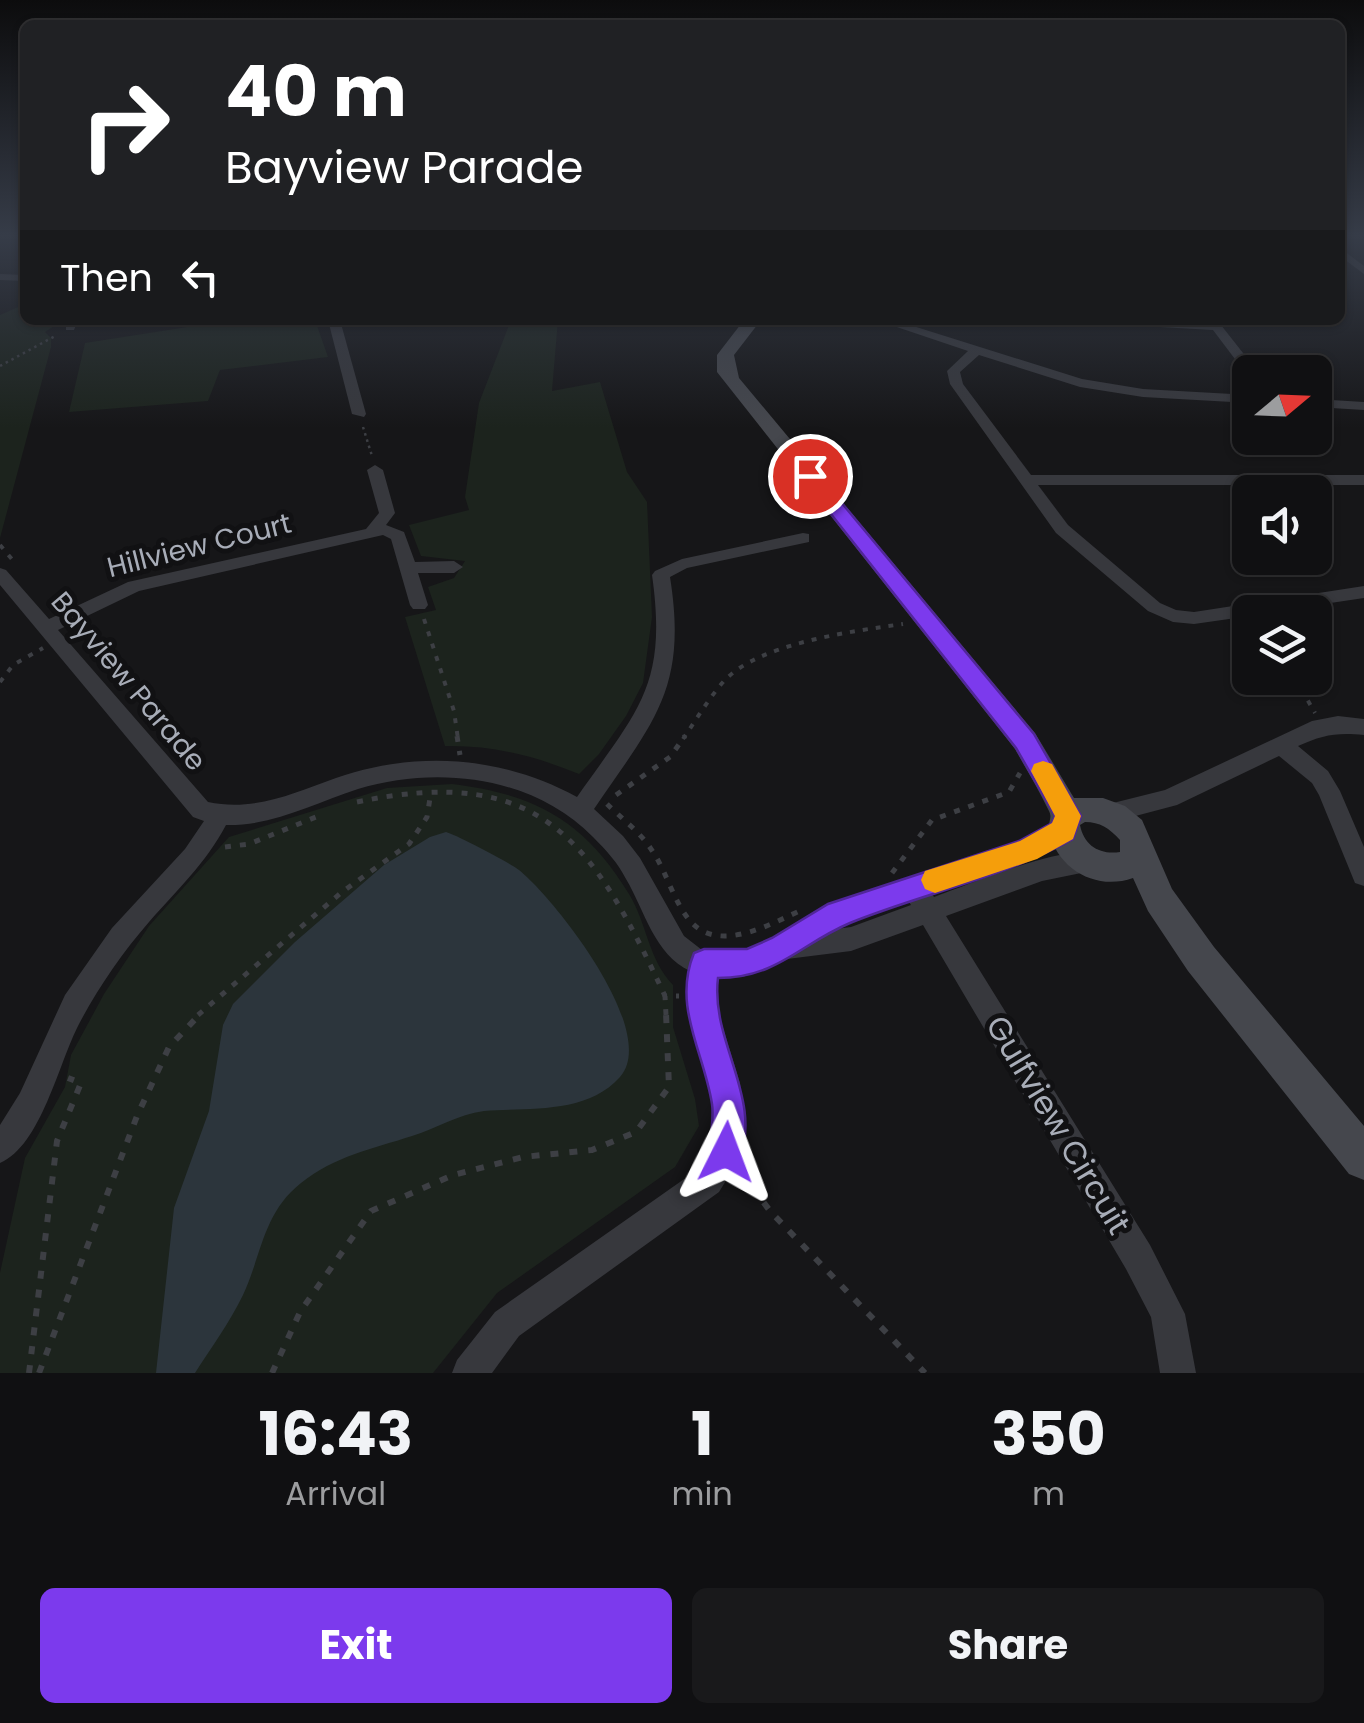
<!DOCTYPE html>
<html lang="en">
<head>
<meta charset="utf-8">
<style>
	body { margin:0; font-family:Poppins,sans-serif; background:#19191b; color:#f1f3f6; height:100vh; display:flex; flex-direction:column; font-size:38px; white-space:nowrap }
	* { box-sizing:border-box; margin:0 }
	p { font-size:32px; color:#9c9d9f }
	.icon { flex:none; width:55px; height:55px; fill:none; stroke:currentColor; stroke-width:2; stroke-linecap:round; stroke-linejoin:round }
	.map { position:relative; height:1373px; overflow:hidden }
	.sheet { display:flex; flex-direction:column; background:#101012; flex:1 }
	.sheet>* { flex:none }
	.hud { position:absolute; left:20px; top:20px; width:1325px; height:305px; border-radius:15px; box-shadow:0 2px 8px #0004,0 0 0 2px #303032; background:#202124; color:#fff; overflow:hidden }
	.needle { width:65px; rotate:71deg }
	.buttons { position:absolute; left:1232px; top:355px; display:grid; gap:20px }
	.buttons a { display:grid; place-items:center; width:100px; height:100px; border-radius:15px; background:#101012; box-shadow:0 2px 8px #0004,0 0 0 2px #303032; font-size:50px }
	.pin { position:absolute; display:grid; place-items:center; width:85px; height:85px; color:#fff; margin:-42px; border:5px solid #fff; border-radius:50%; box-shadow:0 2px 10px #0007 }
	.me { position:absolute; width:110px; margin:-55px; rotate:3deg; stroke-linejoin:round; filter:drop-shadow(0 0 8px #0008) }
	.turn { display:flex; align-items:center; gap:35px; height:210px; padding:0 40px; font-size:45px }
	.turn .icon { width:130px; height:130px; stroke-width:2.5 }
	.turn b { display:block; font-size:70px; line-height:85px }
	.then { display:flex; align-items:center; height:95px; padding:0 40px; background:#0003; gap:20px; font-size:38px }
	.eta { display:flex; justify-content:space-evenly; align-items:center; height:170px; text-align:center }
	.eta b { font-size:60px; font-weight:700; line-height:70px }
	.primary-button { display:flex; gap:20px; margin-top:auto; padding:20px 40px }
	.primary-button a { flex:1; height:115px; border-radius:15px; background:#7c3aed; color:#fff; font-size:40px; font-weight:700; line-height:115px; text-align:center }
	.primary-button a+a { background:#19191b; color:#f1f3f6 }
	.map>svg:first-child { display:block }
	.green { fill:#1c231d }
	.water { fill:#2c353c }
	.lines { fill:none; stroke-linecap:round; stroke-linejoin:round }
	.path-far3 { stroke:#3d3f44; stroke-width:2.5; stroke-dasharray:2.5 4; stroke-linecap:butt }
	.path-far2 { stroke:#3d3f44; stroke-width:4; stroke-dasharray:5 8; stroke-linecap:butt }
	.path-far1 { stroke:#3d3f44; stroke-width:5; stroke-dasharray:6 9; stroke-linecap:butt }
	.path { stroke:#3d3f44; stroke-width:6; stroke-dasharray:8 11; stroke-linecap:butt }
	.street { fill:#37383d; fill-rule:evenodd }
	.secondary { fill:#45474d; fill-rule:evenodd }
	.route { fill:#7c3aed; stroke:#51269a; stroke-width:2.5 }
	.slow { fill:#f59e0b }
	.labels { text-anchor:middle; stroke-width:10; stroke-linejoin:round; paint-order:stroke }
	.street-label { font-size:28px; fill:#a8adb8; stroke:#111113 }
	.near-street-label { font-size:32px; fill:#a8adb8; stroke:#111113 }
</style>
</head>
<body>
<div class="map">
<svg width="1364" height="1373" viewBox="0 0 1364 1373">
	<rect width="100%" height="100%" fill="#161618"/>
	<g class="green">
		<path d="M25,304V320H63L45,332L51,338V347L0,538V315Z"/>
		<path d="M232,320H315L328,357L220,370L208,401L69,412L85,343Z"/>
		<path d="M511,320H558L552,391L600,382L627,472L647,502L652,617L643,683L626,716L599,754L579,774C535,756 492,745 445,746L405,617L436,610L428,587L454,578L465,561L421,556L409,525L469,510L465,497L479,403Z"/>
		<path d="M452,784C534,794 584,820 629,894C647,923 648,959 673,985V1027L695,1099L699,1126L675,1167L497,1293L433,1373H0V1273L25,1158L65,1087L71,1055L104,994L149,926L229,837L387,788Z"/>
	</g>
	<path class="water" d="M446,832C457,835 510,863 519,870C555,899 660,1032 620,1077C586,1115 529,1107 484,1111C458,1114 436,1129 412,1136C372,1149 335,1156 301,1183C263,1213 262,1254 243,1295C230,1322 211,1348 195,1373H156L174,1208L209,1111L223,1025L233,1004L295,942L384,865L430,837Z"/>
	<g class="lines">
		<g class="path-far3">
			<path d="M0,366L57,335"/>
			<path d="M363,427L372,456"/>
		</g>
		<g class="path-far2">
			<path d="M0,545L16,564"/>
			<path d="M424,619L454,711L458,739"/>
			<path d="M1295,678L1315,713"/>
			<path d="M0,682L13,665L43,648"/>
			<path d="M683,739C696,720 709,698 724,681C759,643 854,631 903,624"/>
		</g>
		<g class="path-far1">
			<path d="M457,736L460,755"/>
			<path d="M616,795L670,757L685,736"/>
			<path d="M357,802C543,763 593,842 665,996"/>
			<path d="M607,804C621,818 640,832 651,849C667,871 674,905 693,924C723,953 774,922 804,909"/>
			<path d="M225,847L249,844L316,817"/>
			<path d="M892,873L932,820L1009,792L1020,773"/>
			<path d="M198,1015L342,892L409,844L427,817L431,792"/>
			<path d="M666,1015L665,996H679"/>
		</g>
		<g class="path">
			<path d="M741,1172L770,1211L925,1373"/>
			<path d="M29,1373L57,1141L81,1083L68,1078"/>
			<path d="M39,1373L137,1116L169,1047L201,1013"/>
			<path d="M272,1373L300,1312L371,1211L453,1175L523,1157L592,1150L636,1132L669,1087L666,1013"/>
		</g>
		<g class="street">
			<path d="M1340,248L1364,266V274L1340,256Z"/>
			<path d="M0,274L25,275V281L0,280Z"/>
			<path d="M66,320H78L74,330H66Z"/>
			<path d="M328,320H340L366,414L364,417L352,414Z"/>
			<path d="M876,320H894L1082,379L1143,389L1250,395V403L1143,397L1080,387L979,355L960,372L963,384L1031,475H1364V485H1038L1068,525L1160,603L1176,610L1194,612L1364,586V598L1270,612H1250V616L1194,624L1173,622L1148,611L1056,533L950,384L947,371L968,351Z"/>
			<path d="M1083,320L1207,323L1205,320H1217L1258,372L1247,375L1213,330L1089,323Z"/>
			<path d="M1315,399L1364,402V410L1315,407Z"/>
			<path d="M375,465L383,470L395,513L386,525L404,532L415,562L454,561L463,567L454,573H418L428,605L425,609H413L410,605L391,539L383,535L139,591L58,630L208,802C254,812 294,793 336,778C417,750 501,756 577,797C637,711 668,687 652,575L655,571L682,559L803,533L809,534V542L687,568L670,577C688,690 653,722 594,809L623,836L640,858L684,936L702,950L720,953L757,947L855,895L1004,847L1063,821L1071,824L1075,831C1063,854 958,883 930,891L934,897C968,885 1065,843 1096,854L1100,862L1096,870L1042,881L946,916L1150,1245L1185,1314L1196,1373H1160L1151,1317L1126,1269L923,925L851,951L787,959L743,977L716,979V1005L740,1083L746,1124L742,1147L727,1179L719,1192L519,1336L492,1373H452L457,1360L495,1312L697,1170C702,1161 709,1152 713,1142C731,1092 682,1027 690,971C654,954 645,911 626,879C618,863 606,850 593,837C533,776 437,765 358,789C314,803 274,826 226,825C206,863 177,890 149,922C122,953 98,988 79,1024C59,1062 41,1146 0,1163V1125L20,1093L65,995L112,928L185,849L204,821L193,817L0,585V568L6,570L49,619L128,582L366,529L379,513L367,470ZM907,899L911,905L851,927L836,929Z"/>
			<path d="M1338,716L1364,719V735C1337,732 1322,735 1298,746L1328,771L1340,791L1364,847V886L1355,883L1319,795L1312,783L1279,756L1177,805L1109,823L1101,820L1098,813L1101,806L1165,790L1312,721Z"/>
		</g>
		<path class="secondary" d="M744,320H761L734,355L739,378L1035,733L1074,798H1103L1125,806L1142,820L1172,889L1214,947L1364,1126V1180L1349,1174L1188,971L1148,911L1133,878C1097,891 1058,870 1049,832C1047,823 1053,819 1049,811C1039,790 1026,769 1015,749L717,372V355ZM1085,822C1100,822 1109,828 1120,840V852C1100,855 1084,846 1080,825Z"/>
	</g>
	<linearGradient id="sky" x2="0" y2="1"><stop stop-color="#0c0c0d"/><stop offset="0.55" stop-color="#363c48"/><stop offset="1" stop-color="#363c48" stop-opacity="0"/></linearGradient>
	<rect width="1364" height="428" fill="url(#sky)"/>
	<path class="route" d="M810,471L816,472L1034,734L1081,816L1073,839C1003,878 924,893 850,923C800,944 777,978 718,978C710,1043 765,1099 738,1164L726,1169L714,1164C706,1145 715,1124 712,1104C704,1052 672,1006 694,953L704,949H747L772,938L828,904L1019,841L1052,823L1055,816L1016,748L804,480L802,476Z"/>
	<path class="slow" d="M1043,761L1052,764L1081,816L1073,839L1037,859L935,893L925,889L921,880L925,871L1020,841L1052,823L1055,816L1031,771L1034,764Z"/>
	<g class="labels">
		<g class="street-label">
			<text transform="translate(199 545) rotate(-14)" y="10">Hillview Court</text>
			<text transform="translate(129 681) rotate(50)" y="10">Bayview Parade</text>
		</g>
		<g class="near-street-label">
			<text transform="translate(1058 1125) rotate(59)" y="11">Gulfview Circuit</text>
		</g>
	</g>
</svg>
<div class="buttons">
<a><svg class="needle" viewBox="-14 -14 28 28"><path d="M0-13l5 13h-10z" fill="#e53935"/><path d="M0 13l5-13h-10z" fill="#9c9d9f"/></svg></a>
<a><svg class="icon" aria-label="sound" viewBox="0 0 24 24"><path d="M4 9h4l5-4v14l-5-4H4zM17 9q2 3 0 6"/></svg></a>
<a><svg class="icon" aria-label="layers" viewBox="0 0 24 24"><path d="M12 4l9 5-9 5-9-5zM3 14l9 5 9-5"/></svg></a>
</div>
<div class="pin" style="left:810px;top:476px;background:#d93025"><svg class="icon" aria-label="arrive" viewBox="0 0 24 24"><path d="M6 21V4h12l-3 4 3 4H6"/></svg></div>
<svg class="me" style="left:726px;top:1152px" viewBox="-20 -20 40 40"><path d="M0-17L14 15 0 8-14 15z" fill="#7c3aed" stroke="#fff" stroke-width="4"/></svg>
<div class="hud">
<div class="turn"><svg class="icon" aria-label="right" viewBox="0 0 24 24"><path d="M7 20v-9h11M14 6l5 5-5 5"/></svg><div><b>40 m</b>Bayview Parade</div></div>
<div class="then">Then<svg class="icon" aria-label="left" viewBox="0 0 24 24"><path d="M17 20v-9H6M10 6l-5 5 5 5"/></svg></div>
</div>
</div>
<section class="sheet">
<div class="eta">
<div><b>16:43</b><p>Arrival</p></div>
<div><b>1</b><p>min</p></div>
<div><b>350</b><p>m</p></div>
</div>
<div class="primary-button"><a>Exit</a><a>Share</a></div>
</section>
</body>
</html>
● ● ●
Assignment
What is the number of lines in the data holding the word "buttons"? Reply with that number only.

Your solution
3